YOUR TASK >> Extract each line from the entries below that has the string "Sans" in it.

Start of Block

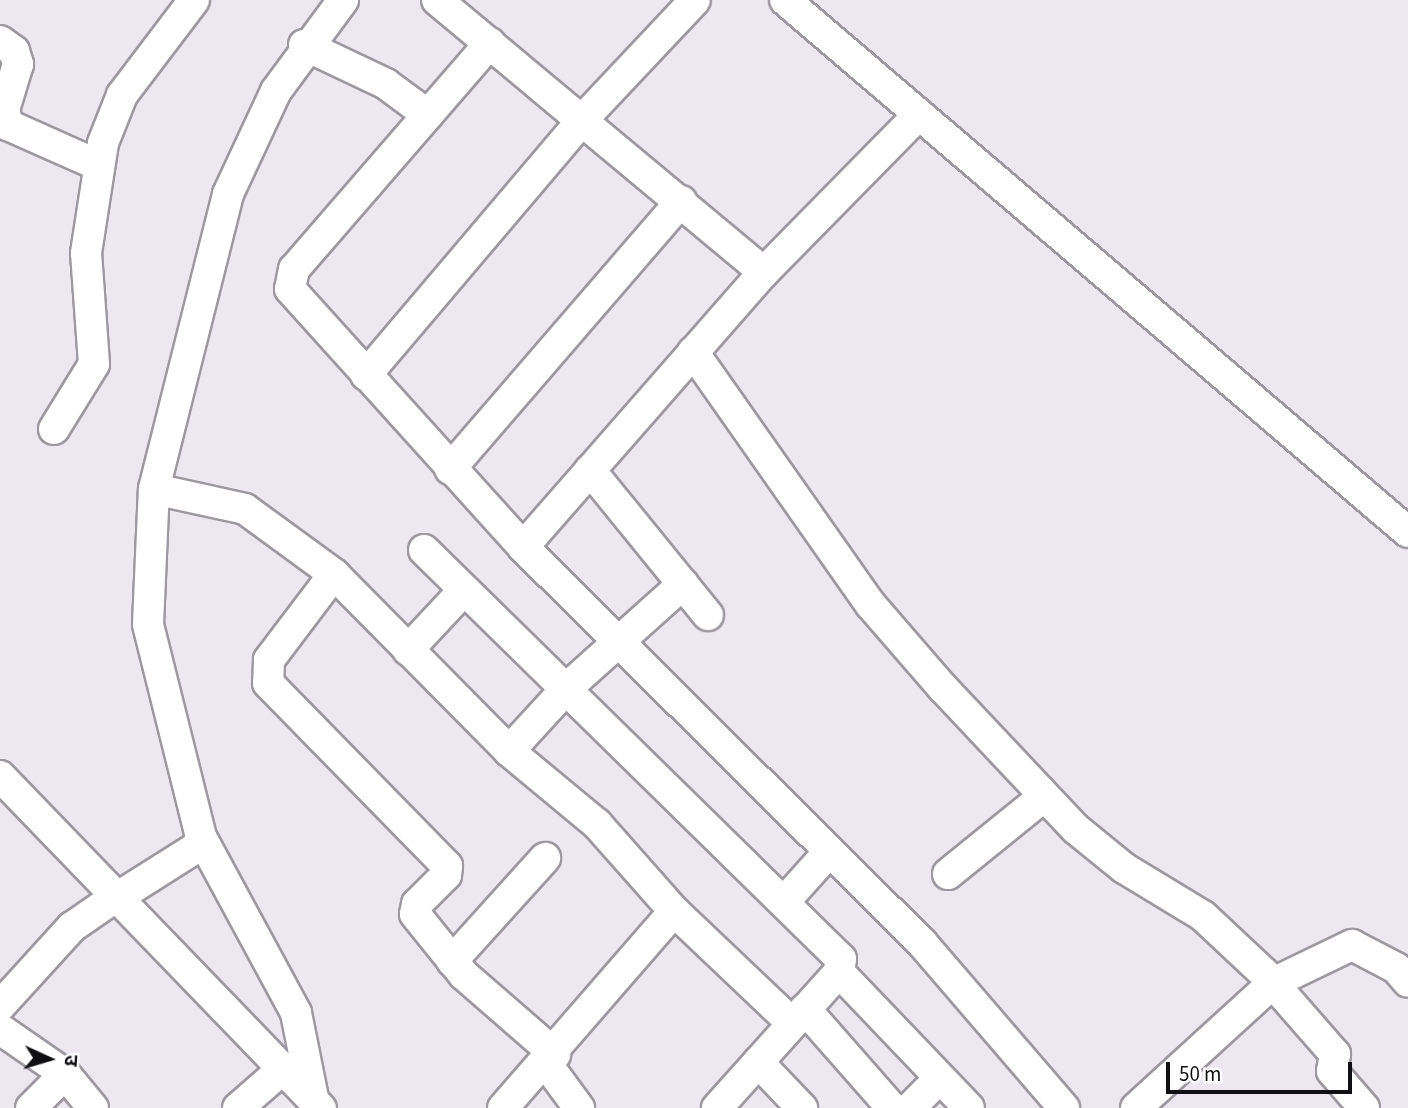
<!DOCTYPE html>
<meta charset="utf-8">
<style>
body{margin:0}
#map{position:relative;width:1408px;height:1108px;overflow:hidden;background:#ece7f0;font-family:"Source Sans 3","Noto Sans Devanagari",sans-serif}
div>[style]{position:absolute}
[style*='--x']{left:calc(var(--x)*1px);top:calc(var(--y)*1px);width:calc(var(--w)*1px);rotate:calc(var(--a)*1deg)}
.roads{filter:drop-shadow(2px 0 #9d98a0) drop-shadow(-2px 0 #9d98a0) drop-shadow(0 2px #9d98a0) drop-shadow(0 -2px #9d98a0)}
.minor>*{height:30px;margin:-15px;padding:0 15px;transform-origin:15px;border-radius:15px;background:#fff}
span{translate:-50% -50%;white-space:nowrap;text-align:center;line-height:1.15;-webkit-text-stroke:5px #fff;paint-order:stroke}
.north{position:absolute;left:14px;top:1024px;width:70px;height:70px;-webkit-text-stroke:5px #fff;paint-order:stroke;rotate:94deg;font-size:19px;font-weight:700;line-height:28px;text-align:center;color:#100f12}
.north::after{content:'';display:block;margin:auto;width:24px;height:32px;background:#100f12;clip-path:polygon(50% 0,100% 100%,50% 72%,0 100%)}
.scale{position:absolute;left:1166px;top:1062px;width:186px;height:32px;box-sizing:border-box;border:4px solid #100f12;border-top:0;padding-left:9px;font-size:21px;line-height:24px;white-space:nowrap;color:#100f12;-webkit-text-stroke:5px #fff;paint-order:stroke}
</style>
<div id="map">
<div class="roads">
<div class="minor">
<div style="--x:437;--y:0;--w:425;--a:39.8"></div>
<div style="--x:785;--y:0;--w:819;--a:40.5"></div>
<div style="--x:0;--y:41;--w:17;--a:36"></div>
<div style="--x:14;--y:51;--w:14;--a:73"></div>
<div style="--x:18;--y:64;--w:48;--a:106.9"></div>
<div style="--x:4;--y:110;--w:16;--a:75"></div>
<div style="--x:8;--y:125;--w:98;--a:24"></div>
<div style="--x:490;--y:43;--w:299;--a:130.9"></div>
<div style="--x:294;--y:269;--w:20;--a:101"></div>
<div style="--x:290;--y:289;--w:348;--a:47.9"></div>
<div style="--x:523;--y:547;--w:562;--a:44.78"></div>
<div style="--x:922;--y:943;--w:218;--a:49.3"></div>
<div style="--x:304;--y:45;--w:91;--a:25.4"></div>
<div style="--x:386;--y:84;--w:52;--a:36.4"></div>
<div style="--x:693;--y:352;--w:309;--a:54.9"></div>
<div style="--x:871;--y:605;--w:110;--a:49.1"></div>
<div style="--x:943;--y:688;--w:194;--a:46.7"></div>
<div style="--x:1076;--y:829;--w:62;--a:39.1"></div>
<div style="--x:1124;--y:868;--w:92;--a:31.3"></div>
<div style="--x:1203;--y:916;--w:83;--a:43.1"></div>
<div style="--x:1264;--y:973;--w:108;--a:48.8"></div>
<div style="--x:1335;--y:1054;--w:17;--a:100"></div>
<div style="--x:1332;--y:1071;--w:49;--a:49.1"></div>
<div style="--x:366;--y:375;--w:336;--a:-49.7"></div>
<div style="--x:583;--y:119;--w:163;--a:-46.7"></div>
<div style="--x:54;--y:429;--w:76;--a:-58.4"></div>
<div style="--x:94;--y:364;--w:111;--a:-94.1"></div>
<div style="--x:86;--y:253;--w:111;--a:-81.2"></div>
<div style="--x:103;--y:143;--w:52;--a:-68.4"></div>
<div style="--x:122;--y:95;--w:119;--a:-52.8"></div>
<div style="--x:450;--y:469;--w:354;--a:-49.2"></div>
<div style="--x:590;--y:470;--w:187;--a:50.9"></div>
<div style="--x:154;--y:489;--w:93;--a:12.4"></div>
<div style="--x:245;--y:509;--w:110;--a:36.1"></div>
<div style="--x:334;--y:574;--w:249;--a:45.3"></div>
<div style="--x:509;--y:751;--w:114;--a:39.7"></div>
<div style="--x:597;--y:824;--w:116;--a:48.5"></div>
<div style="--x:674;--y:911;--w:163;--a:43.5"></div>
<div style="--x:523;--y:547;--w:366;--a:-48.8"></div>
<div style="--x:764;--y:272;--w:221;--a:-45.5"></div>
<div style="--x:424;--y:550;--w:584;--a:44.45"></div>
<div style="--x:841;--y:959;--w:13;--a:99"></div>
<div style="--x:839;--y:972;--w:183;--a:131.9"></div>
<div style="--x:334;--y:574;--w:108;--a:127.1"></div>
<div style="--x:269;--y:660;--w:23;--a:92"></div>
<div style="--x:268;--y:683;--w:256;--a:45.6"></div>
<div style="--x:447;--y:866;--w:9;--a:96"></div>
<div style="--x:446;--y:875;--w:41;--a:135"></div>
<div style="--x:417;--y:904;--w:10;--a:101"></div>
<div style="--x:415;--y:914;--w:78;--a:51.2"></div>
<div style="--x:464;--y:975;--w:121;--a:41"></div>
<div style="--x:408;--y:650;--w:82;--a:-47"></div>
<div style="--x:509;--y:751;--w:86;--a:-47.4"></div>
<div style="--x:567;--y:688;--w:156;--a:-41.9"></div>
<div style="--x:0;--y:776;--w:462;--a:46"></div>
<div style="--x:201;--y:837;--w:200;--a:61.6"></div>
<div style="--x:296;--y:1013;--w:87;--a:78.7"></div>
<div style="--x:948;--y:874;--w:122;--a:-39"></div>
<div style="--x:118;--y:897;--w:93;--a:-32.3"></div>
<div style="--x:197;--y:847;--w:11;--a:-68"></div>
<div style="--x:201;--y:837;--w:219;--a:-104"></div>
<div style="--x:148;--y:624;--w:135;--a:-87.5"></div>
<div style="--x:154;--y:489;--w:304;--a:-75.9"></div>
<div style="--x:228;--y:194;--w:114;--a:-65"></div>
<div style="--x:276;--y:91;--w:113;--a:-53.6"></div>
<div style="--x:784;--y:902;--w:66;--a:-48.1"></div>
<div style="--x:452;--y:961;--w:139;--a:-47.9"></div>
<div style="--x:839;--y:972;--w:188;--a:46.3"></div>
<div style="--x:0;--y:1006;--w:107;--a:-47.7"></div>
<div style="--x:72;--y:927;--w:55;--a:-34.6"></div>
<div style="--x:805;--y:1009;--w:132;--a:48.7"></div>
<div style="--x:0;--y:1029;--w:79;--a:34.7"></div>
<div style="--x:65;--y:1074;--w:44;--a:50.5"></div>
<div style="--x:758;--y:1062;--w:64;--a:46.3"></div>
<div style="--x:546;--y:1063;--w:56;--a:53.7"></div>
<div style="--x:31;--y:1108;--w:48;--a:-45"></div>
<div style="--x:238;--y:1108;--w:62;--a:-41.1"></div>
<div style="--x:503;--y:1108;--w:261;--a:-49"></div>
<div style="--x:910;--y:1108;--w:40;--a:-45"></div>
<div style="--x:1136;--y:1108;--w:185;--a:-42.4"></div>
<div style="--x:1273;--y:983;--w:88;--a:-25.7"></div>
<div style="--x:1352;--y:945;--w:50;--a:27.6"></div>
<div style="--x:1396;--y:968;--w:18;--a:49"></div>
</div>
</div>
<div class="north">उ</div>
<div class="scale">50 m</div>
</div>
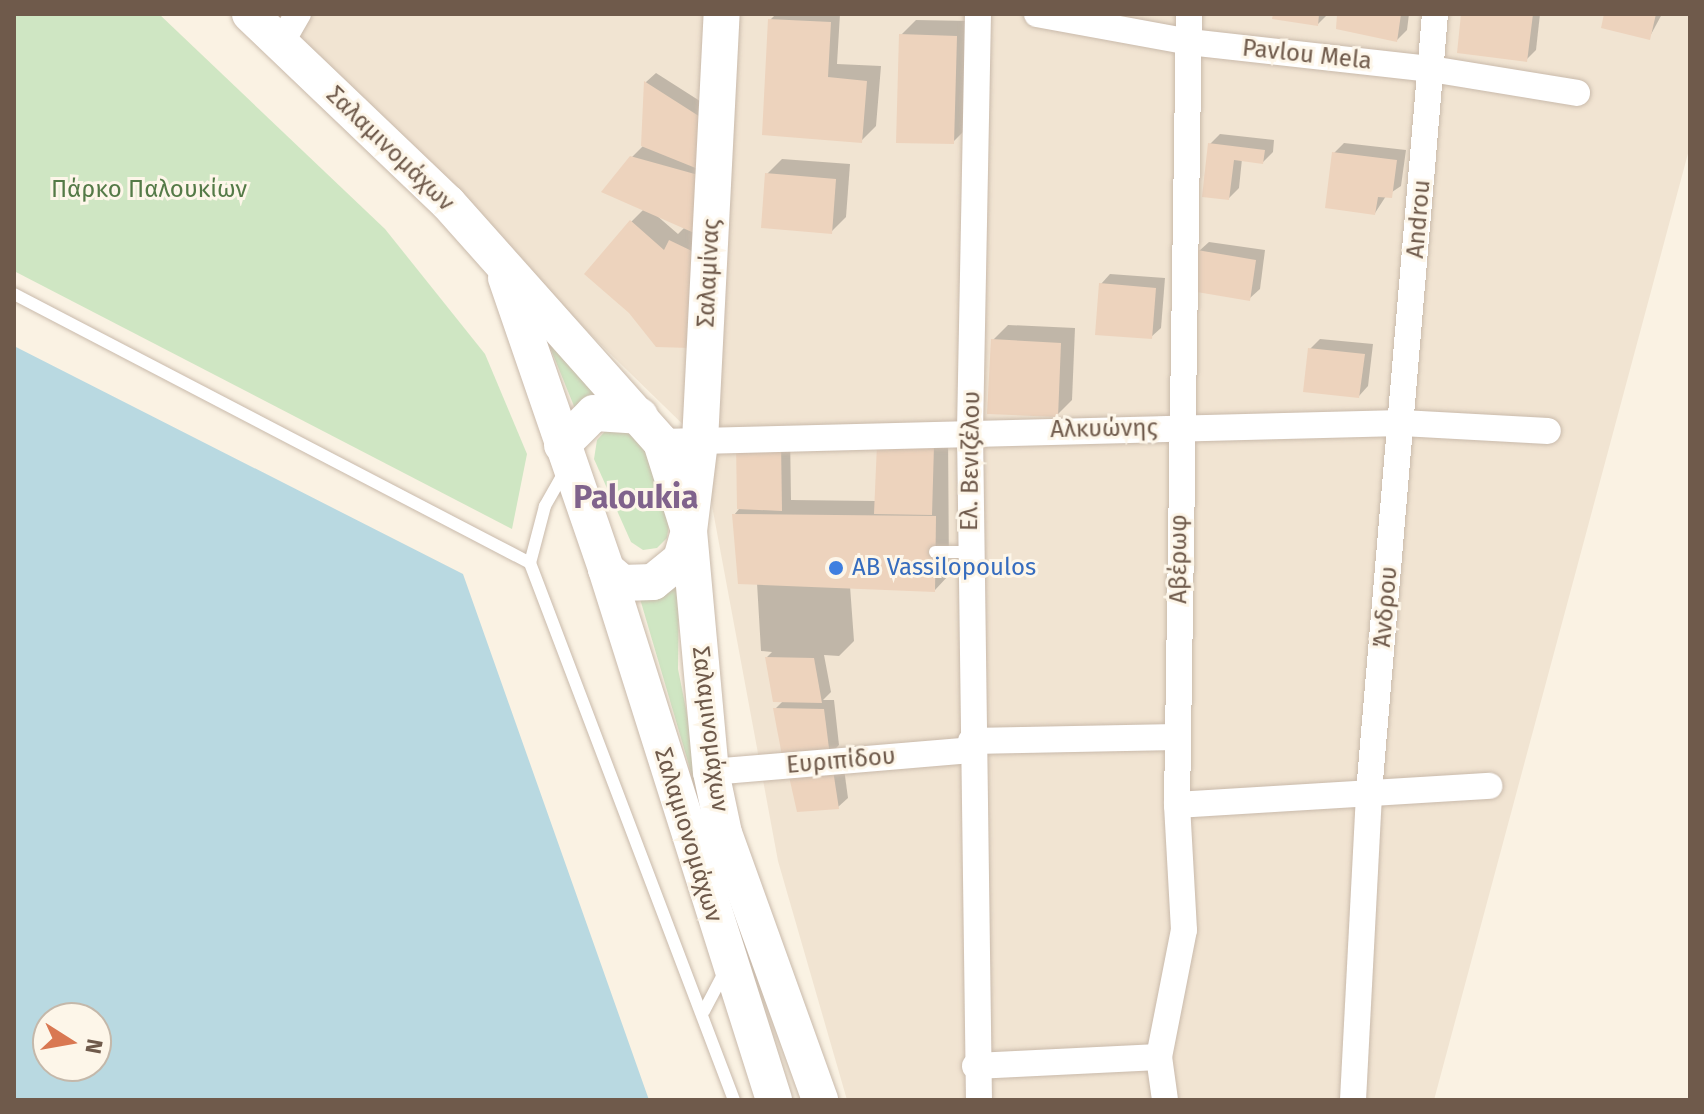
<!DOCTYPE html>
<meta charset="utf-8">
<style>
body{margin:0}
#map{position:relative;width:1704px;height:1114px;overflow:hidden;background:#faf2e3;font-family:"Fira Sans",sans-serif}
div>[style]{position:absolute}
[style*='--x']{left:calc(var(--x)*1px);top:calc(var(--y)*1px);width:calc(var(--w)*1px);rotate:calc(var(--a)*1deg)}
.residential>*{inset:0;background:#f1e4d2}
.green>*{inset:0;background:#cfe6c3}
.water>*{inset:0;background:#b9d9e1}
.shadow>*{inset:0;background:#0003}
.building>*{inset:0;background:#edd3bd}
.roads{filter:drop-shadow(0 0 2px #c9baab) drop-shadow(0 0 2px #c9baab)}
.service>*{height:12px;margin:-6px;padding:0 6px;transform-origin:6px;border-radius:6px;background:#fff}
.minor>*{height:26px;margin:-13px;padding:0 13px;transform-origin:13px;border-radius:13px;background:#fff}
.secondary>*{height:36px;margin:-18px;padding:0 18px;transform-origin:18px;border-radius:18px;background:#fff}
.dots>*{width:22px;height:22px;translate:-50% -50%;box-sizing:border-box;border:4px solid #fdf6e9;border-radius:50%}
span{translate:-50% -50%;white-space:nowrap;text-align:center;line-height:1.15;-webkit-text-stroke:6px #fdf6e9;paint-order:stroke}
.street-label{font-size:24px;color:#6f5a4b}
.park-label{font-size:24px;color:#547a47}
.shop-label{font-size:24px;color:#366cbe}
.left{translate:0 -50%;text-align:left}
.district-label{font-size:32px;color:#80638c;font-weight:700}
.frame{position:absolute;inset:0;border:16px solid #6f5a4b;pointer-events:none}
.north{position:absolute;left:32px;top:1002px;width:80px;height:80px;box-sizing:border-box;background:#fdf6e9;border:2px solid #c4b8aa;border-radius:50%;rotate:101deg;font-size:22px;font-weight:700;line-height:32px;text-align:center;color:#6f5a4b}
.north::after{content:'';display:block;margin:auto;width:28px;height:36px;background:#d97852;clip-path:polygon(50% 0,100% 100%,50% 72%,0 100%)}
</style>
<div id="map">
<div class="residential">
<div style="clip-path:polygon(261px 14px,1690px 14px,1690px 146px,1434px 1100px,847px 1100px,778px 861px,700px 441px)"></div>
</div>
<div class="green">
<div style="clip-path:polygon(14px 14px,159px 14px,385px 229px,485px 354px,527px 454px,512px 529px,14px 271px)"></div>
<div style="clip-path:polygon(541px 325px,614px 400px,578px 416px)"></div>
<div style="clip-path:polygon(610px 426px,638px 428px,669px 524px,667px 538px,657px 548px,643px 550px,631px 542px,594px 459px,597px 440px)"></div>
<div style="clip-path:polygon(679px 582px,678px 669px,701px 784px,696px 789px,638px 592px)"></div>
</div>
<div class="water">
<div style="clip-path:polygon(evenodd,14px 346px,463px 574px,649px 1100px,14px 1100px,14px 346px,48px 1018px,96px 1018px,96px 1066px,48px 1066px,48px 1018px)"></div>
</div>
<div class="shadow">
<div style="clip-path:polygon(776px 14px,840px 14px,837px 64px,881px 66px,876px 126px,861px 141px,770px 20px)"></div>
<div style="clip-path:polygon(1275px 14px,1328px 14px,1318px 24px)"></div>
<div style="clip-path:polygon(1339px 14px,1409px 14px,1407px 30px,1397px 40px)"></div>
<div style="clip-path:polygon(1463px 14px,1540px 14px,1536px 50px,1526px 60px)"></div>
<div style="clip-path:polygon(1606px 14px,1662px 14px,1649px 38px)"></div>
<div style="clip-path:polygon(916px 20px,971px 21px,968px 127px,953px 142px,901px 35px)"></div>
<div style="clip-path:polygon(evenodd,656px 73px,714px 110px,705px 330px,631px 222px,644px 209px,631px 158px,643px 146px,646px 82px,656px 73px,656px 215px,685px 227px,678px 234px,656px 215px)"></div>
<div style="clip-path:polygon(1220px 134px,1274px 140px,1273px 152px,1263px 162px,1242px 159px,1239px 188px,1229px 198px,1210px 144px)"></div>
<div style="clip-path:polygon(1344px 143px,1406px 150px,1401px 186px,1386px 196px,1375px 213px,1334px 153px)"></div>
<div style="clip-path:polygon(782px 159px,850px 164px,846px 217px,831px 232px,767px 174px)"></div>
<div style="clip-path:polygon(1209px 242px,1265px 250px,1260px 289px,1250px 298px,1199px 251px)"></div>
<div style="clip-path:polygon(1110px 274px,1165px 278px,1161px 328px,1151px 337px,1101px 284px)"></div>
<div style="clip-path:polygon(1008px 325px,1075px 328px,1072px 400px,1057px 415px,993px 340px)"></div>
<div style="clip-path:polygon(1320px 339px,1373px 344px,1368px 386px,1359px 396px,1310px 349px)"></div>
<div style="clip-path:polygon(948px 431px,949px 575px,935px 590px,850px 586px,854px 641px,839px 656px,824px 655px,831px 692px,823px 700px,834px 700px,839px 745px,829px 755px,775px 709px,784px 700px,767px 657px,772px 652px,761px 651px,757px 583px,734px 515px,739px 509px,738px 444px,790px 433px,791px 500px,876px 501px)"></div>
<div style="clip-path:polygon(843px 761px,848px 798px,838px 807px,790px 772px)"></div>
</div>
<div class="building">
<div style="clip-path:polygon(1273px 14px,1319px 14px,1318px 26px,1272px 19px)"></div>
<div style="clip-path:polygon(1337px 14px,1401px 14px,1397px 42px,1336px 29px)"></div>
<div style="clip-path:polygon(1461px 14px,1533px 14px,1527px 62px,1457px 53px)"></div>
<div style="clip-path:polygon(1604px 14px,1656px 14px,1650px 40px,1601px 28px)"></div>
<div style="clip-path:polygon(768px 19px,831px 22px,828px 77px,867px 81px,862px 143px,762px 135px)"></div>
<div style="clip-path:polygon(899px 34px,957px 36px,954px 144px,896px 143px)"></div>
<div style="clip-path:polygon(644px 81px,705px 120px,703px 171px,641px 146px)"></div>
<div style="clip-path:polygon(1208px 143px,1265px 150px,1263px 164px,1234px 160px,1229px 200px,1202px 197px)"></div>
<div style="clip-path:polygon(1332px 152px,1397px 160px,1392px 198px,1378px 197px,1375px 215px,1325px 208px)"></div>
<div style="clip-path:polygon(630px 156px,702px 176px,701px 236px,601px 192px)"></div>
<div style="clip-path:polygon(765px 173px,836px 179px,832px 234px,761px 228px)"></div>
<div style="clip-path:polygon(630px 220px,664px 250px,669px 240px,694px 252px,691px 348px,656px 347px,629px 313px,584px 274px)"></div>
<div style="clip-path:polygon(1197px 250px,1256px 260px,1250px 301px,1191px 291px)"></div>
<div style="clip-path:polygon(1099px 283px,1156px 288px,1152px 339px,1095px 335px)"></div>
<div style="clip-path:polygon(991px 339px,1061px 343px,1058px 417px,987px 414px)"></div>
<div style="clip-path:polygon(1308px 348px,1365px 354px,1359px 398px,1303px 392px)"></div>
<div style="clip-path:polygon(781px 442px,782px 511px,737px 509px,736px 443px)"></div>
<div style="clip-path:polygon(877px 444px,934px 445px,932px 515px,874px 514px)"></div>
<div style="clip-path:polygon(732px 514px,936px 516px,935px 592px,738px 584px)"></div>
<div style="clip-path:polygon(765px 657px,814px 658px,822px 703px,773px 702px)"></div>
<div style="clip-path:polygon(773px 708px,824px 709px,830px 756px,783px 761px)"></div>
<div style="clip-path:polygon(833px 770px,839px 809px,797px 812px,788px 772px)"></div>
</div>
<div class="roads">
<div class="service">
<div style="--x:14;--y:294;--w:582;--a:27.53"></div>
<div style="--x:566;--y:469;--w:43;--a:119.6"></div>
<div style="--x:545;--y:506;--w:59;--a:104.7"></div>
<div style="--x:530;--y:563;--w:574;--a:69.2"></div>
<div style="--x:935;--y:552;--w:35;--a:0"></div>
<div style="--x:704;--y:1011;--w:45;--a:-62.3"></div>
</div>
<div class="minor">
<div style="--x:978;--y:14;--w:417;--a:91.1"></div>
<div style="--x:970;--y:431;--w:669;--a:89.23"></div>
<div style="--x:1037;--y:14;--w:155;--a:10.4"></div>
<div style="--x:1189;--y:42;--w:244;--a:6.4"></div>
<div style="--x:1431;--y:69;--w:148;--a:9.3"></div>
<div style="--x:281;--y:43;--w:34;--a:-60"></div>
<div style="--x:661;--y:442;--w:741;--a:-1.47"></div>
<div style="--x:1402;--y:423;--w:146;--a:3.1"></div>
<div style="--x:971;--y:741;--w:206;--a:-1.1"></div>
<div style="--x:711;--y:772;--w:261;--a:-4.8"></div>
<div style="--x:1177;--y:805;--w:313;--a:-3.5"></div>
<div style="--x:975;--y:1066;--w:184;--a:-2.8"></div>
<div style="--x:1165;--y:1100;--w:43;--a:-97.9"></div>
<div style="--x:1159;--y:1057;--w:129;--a:-78.9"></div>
<div style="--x:1184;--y:930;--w:125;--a:-93.2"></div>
<div style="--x:1177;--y:805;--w:791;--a:-89.13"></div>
<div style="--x:1353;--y:1100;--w:308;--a:-87"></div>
<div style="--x:1369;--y:792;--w:781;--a:-85.15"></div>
</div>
<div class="secondary">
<div style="--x:250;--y:14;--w:274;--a:43.7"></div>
<div style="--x:448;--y:203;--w:320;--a:48.3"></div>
<div style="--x:661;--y:442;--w:93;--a:72.5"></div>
<div style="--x:689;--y:531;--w:242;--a:84.8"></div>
<div style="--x:711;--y:772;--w:62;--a:78"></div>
<div style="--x:724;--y:833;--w:284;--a:70.2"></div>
<div style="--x:506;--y:278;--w:308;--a:71"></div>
<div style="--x:606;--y:569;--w:557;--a:72.44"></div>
<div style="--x:562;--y:445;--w:45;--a:-45"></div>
<div style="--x:594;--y:413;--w:46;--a:3.7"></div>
<div style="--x:606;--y:569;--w:21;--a:41"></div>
<div style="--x:622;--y:583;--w:31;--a:-2"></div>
<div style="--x:653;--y:582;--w:36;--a:-39"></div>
<div style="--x:681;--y:559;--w:29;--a:-74"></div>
<div style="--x:689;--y:531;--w:91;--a:-83"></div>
<div style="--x:700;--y:441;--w:428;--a:-87.1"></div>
</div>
</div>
<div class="dots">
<div style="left:836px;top:568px;background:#3f7fe0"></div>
</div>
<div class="street-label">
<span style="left:1307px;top:55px;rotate:6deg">Pavlou Mela</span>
<span style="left:390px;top:149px;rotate:44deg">Σαλαμινομάχων</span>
<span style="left:1419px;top:219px;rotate:-85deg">Androu</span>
<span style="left:709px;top:273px;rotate:-87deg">Σαλαμίνας</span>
<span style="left:1104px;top:429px;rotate:-1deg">Αλκυώνης</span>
<span style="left:971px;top:461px;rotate:-89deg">Ελ. Βενιζέλου</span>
<span style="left:1179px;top:559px;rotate:-90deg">Αβέρωφ</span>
<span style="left:1386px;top:607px;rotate:-85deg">Άνδρου</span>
<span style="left:710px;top:729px;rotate:83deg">Σαλαμινομάχων</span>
<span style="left:841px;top:761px;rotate:-5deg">Ευριπίδου</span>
<span style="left:688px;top:835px;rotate:73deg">Σαλαμιονομάχων</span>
</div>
<div class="park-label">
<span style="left:149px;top:190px">Πάρκο Παλουκίων</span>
</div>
<div class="shop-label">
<span class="left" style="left:852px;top:568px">AB Vassilopoulos</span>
</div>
<div class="district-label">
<span style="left:636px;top:497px">Paloukia</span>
</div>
<div class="frame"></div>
<div class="north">N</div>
</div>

End of Block

EXERCISE SOLUTION >>
#map{position:relative;width:1408px;height:1108px;overflow:hidden;background:#ece7f0;font-family:"Source Sans 3","Noto Sans Devanagari",sans-serif}
#map{position:relative;width:1704px;height:1114px;overflow:hidden;background:#faf2e3;font-family:"Fira Sans",sans-serif}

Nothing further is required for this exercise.